• **Goal of the exercise**
Here are the records. Write out exactly the lines between the one holding "height:15px; margin:-7.5px; padding:0" and the one holding "width:28px; height:28px; translate:-50%", inclusive.

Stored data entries
————————

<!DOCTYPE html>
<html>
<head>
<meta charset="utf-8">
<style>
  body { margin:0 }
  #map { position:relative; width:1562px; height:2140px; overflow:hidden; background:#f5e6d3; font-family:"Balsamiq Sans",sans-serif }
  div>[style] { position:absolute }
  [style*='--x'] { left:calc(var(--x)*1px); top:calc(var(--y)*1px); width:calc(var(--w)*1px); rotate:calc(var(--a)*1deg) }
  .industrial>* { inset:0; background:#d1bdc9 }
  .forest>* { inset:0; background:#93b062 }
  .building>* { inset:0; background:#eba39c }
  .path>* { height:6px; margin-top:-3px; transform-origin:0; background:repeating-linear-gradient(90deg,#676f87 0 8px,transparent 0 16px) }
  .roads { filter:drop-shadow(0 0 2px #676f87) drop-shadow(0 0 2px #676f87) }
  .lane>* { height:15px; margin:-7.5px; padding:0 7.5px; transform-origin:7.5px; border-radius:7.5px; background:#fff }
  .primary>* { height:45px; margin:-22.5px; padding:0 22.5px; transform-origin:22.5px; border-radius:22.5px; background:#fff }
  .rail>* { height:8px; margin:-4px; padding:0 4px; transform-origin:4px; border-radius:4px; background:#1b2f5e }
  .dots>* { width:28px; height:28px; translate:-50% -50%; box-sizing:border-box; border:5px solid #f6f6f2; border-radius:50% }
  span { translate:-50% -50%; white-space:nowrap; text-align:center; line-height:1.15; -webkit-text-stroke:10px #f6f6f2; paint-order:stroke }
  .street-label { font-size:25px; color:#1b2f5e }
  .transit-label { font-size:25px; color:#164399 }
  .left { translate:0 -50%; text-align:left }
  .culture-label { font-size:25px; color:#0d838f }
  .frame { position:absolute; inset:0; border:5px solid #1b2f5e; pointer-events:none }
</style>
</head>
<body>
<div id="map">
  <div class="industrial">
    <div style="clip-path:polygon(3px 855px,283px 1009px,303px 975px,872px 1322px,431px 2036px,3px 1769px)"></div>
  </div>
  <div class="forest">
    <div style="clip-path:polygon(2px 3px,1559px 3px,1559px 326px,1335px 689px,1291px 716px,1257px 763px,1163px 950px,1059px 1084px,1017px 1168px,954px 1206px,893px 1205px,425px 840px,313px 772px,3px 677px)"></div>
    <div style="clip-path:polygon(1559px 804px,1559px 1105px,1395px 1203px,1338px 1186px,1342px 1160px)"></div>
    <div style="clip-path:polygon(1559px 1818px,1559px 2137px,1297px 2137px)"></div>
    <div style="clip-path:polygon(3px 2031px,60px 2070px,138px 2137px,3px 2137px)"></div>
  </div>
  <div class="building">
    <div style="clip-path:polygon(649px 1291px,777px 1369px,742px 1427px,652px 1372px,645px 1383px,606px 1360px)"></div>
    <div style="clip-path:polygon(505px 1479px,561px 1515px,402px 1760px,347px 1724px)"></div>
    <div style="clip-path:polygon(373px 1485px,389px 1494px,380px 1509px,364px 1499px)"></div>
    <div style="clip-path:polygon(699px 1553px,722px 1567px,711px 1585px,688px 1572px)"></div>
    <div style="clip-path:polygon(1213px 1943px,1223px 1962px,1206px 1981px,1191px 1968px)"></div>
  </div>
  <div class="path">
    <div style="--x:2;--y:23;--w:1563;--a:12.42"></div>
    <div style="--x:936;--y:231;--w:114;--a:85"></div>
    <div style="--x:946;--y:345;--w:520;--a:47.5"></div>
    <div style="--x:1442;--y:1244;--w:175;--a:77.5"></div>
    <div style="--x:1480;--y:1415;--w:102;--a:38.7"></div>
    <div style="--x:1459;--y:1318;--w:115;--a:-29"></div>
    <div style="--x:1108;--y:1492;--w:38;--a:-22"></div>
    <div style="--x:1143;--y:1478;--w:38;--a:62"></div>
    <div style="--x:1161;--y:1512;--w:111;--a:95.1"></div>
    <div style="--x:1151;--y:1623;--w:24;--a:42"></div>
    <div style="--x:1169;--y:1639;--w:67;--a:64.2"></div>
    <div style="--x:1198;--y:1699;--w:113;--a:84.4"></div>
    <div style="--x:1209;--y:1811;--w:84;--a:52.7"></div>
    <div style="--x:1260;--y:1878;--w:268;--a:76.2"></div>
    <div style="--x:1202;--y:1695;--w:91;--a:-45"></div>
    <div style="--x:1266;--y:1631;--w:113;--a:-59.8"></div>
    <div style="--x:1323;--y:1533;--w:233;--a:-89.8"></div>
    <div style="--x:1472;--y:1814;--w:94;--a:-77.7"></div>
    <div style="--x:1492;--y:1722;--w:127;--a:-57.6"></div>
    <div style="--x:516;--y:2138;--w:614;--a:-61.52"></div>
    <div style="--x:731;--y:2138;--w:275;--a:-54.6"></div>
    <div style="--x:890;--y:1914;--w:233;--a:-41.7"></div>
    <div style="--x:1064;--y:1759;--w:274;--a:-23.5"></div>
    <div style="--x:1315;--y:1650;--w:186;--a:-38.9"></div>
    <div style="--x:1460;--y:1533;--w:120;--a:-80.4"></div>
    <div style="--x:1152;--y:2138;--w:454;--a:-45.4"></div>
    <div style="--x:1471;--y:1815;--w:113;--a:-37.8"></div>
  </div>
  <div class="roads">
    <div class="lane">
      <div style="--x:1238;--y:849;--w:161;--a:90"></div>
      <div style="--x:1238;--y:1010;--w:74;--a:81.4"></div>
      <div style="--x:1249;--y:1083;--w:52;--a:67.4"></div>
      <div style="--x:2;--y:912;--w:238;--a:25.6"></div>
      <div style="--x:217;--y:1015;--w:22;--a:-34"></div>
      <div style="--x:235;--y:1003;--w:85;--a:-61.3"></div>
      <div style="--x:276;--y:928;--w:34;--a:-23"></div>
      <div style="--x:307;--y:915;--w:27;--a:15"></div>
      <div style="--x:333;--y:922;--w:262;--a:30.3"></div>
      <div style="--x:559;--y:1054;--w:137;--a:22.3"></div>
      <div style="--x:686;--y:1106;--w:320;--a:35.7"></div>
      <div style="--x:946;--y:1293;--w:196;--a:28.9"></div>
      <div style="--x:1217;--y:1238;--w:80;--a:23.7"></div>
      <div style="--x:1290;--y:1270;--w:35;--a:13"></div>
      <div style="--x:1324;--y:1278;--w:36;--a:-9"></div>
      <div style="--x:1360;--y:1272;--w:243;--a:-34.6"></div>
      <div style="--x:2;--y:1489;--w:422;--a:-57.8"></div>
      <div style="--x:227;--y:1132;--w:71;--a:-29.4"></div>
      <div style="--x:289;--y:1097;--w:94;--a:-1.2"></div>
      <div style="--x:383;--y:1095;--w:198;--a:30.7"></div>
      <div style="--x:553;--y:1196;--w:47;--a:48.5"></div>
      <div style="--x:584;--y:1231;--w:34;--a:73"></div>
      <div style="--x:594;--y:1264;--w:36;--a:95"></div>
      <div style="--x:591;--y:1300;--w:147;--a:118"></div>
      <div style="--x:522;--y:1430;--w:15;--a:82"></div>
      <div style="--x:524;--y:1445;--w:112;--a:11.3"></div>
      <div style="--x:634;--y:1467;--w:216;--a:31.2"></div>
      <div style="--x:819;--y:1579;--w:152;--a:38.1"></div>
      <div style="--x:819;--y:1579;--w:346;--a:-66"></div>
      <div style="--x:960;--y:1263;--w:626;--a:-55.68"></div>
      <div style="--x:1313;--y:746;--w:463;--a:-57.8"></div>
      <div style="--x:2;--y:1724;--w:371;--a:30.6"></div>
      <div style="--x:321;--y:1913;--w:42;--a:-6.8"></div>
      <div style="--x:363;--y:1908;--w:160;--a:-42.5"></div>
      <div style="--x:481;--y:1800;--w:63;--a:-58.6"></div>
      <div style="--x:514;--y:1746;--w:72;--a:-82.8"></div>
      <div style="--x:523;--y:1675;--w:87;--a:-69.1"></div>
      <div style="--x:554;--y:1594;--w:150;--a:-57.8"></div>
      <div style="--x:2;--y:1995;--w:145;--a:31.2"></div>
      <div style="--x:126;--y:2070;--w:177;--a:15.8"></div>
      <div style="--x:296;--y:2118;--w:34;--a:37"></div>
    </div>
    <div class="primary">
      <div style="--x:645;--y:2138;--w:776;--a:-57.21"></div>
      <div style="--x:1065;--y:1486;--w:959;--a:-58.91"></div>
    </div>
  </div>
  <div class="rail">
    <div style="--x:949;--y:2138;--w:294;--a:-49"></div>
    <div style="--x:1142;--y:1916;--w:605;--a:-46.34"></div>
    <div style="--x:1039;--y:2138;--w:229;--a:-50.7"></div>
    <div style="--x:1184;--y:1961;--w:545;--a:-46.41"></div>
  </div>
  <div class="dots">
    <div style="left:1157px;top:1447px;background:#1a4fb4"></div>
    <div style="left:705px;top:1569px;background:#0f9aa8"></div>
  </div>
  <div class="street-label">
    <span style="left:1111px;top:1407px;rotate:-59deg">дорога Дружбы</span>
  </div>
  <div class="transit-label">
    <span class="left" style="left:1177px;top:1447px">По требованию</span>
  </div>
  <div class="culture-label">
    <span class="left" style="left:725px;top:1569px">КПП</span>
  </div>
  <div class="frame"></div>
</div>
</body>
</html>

————————

• **Result for this exercise**
  .lane>* { height:15px; margin:-7.5px; padding:0 7.5px; transform-origin:7.5px; border-radius:7.5px; background:#fff }
  .primary>* { height:45px; margin:-22.5px; padding:0 22.5px; transform-origin:22.5px; border-radius:22.5px; background:#fff }
  .rail>* { height:8px; margin:-4px; padding:0 4px; transform-origin:4px; border-radius:4px; background:#1b2f5e }
  .dots>* { width:28px; height:28px; translate:-50% -50%; box-sizing:border-box; border:5px solid #f6f6f2; border-radius:50% }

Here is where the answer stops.